▶ What the task requires:
Each line below should be repeated exactly, but no picture should be carried over.

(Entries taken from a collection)
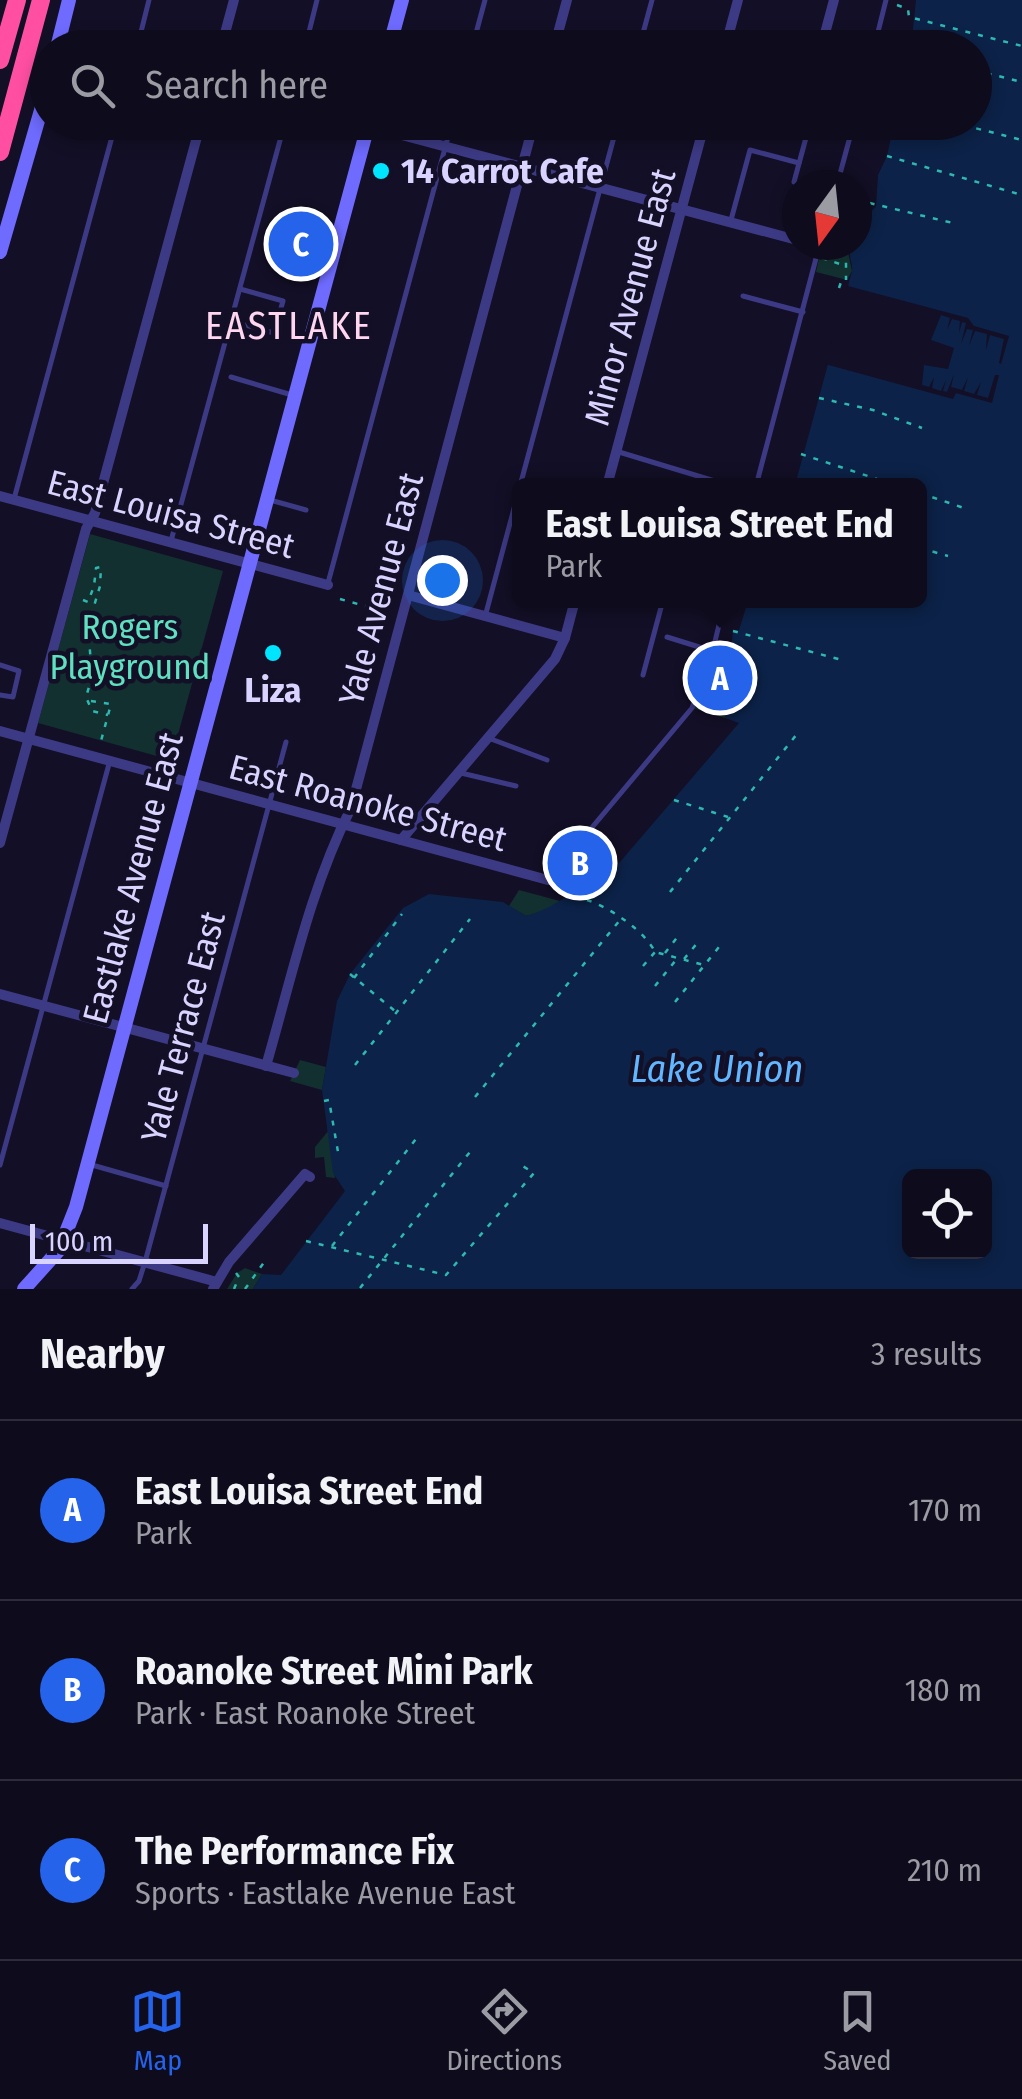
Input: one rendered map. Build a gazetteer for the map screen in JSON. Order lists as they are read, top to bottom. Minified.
{"streets":{"main road":["Eastlake Avenue East"],"street":["Minor Avenue East","East Louisa Street","Yale Avenue East","East Roanoke Street"],"lane":["Yale Terrace East"]},"crossings":[["East Louisa Street","Eastlake Avenue East"],["Yale Avenue East","East Roanoke Street"],["East Roanoke Street","Eastlake Avenue East"],["East Roanoke Street","Yale Terrace East"]],"districts":["EASTLAKE"],"water":["Lake Union"],"parks":["Rogers Playground"],"places":["14 Carrot Cafe","Liza"],"scale_bar":"100 m","north":"bottom","page":{"search":"Search here","pins":["C","A","B"],"popup":["East Louisa Street End","Park"],"scale":"100 m","heading":["Nearby","3 results"],"list":[{"mark":"A","name":"East Louisa Street End","note":"Park","value":"170 m"},{"mark":"B","name":"Roanoke Street Mini Park","note":"Park · East Roanoke Street","value":"180 m"},{"mark":"C","name":"The Performance Fix","note":"Sports · Eastlake Avenue East","value":"210 m"}],"nav":["Map","Directions","Saved"]}}
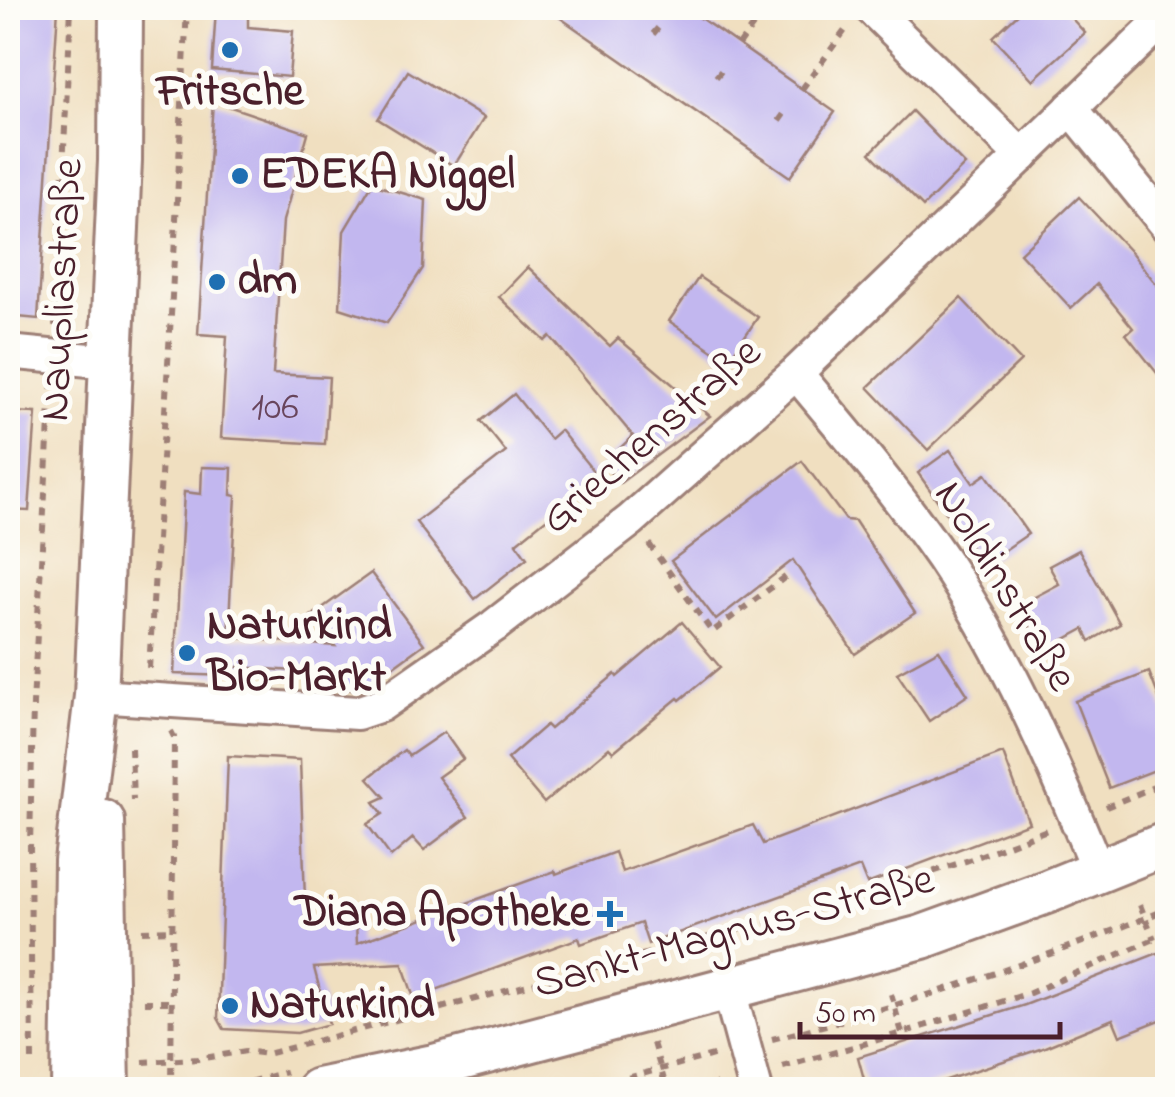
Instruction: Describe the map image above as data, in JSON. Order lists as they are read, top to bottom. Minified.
{"streets":{"street":["Naupliastraße","Griechenstraße","Noldinstraße","Sankt-Magnus-Straße"]},"crossings":[["Naupliastraße","Griechenstraße"],["Griechenstraße","Noldinstraße"],["Noldinstraße","Sankt-Magnus-Straße"]],"places":{"other":["Fritsche","EDEKA Niggel","dm","Naturkind Bio-Markt","Naturkind"],"health":["Diana Apotheke"]},"house_numbers":["106"],"scale_bar":"50 m"}
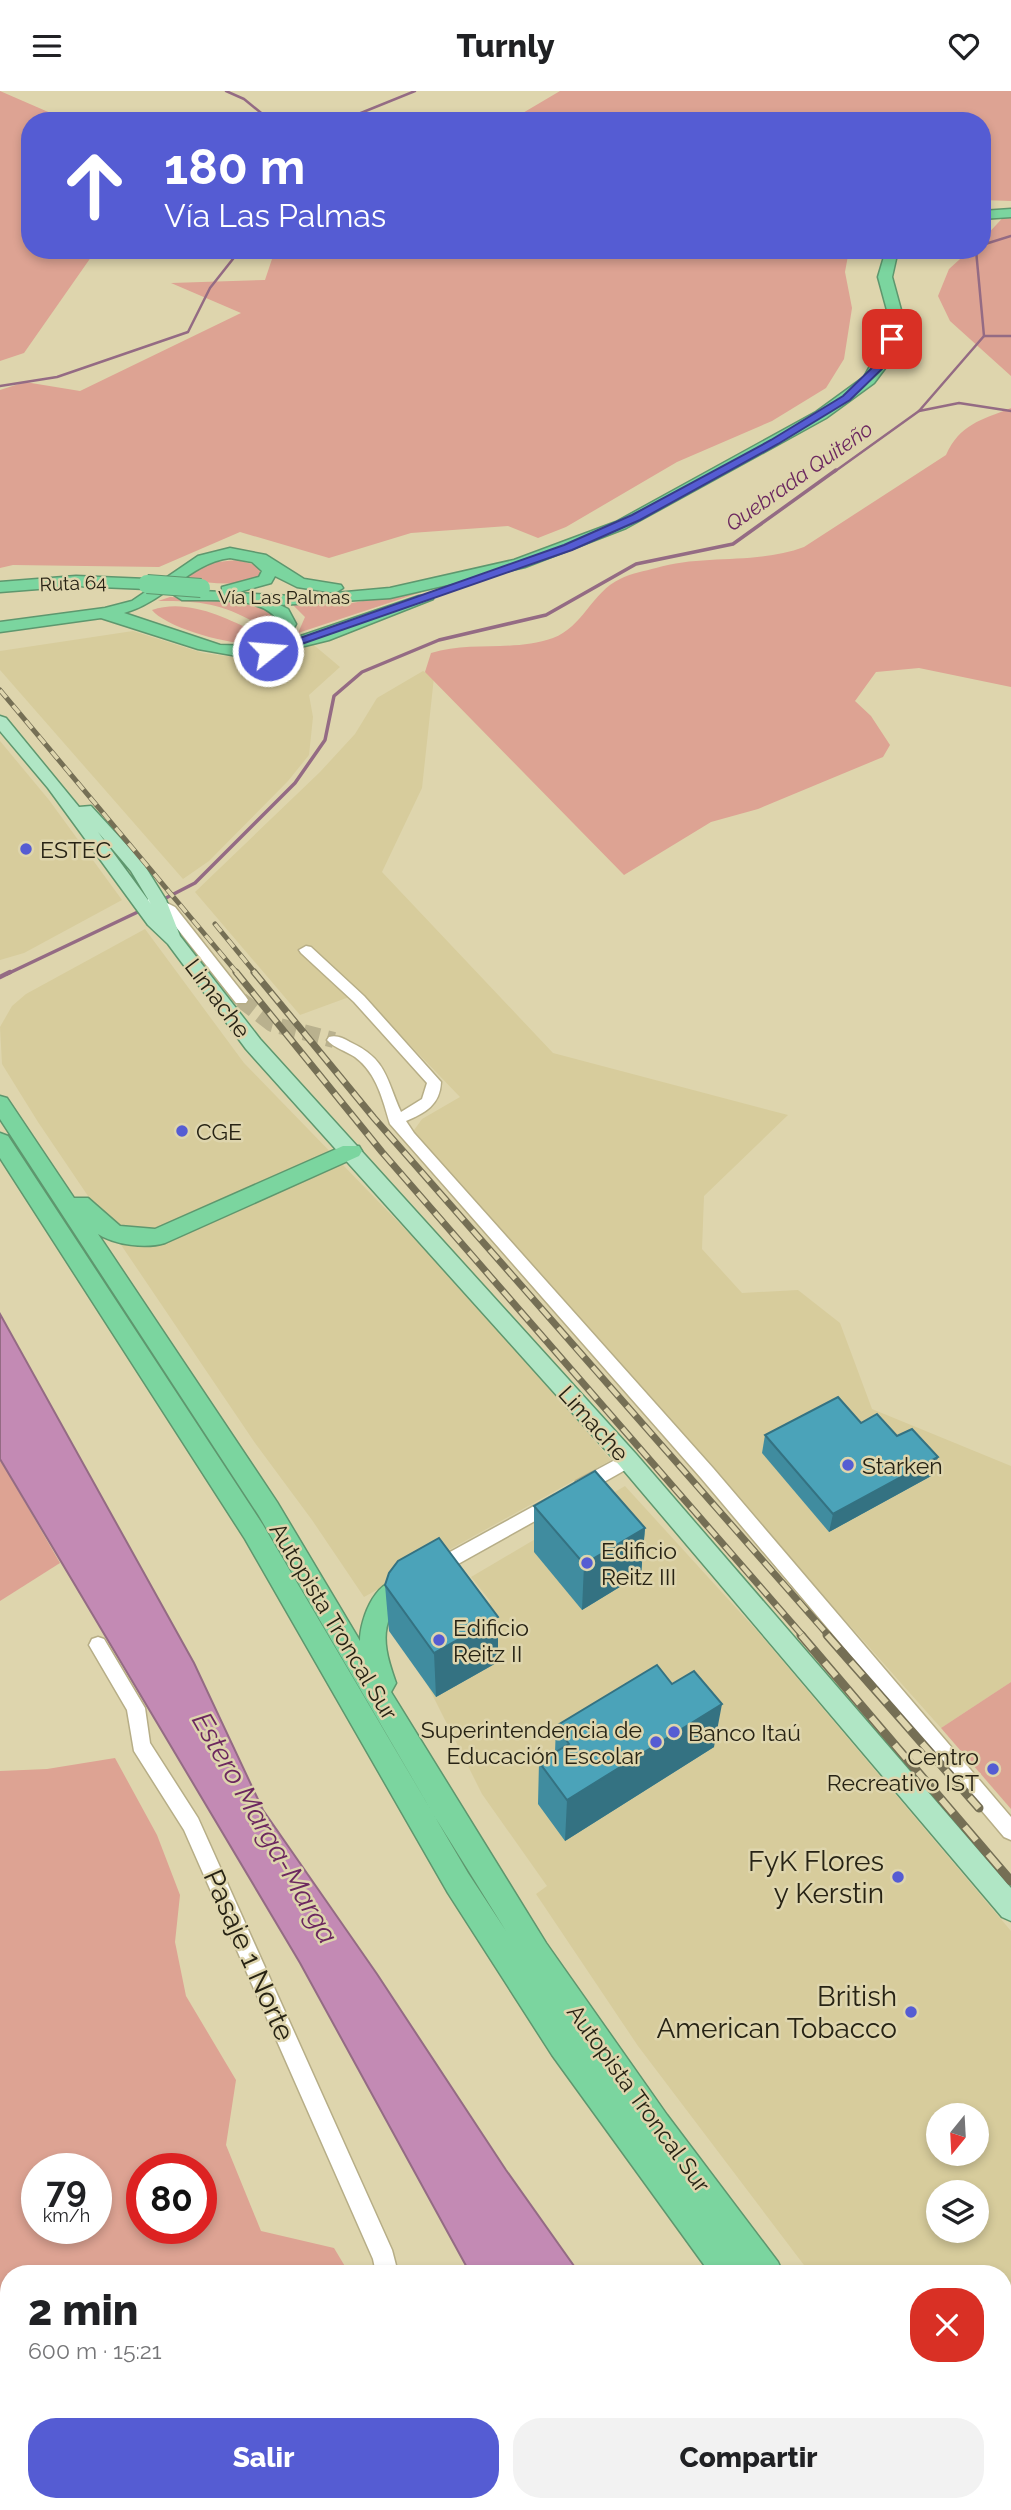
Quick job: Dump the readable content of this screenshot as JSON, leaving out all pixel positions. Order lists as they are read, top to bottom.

▶ Answer for this exercise:
Input: one rendered map. Build a gazetteer for the map screen in JSON. Order lists as they are read, top to bottom. Minified.
{"streets":{"main road":["Eastlake Avenue East"],"street":["Minor Avenue East","East Louisa Street","Yale Avenue East","East Roanoke Street"],"lane":["Yale Terrace East"]},"crossings":[["East Louisa Street","Eastlake Avenue East"],["Yale Avenue East","East Roanoke Street"],["East Roanoke Street","Eastlake Avenue East"],["East Roanoke Street","Yale Terrace East"]],"districts":["EASTLAKE"],"water":["Lake Union"],"parks":["Rogers Playground"],"places":["14 Carrot Cafe","Liza"],"scale_bar":"100 m","north":"bottom","page":{"search":"Search here","pins":["C","A","B"],"popup":["East Louisa Street End","Park"],"scale":"100 m","heading":["Nearby","3 results"],"list":[{"mark":"A","name":"East Louisa Street End","note":"Park","value":"170 m"},{"mark":"B","name":"Roanoke Street Mini Park","note":"Park · East Roanoke Street","value":"180 m"},{"mark":"C","name":"The Performance Fix","note":"Sports · Eastlake Avenue East","value":"210 m"}],"nav":["Map","Directions","Saved"]}}
Instruction: Describe the map image above as data, in JSON. Order lists as they are read, top to bottom. Minified.
{"streets":{"street":["Naupliastraße","Griechenstraße","Noldinstraße","Sankt-Magnus-Straße"]},"crossings":[["Naupliastraße","Griechenstraße"],["Griechenstraße","Noldinstraße"],["Noldinstraße","Sankt-Magnus-Straße"]],"places":{"other":["Fritsche","EDEKA Niggel","dm","Naturkind Bio-Markt","Naturkind"],"health":["Diana Apotheke"]},"house_numbers":["106"],"scale_bar":"50 m"}
Quick job: Dump the readable content of this screenshot as JSON, leaving out all pixel positions. Order lists as they are read, top to bottom.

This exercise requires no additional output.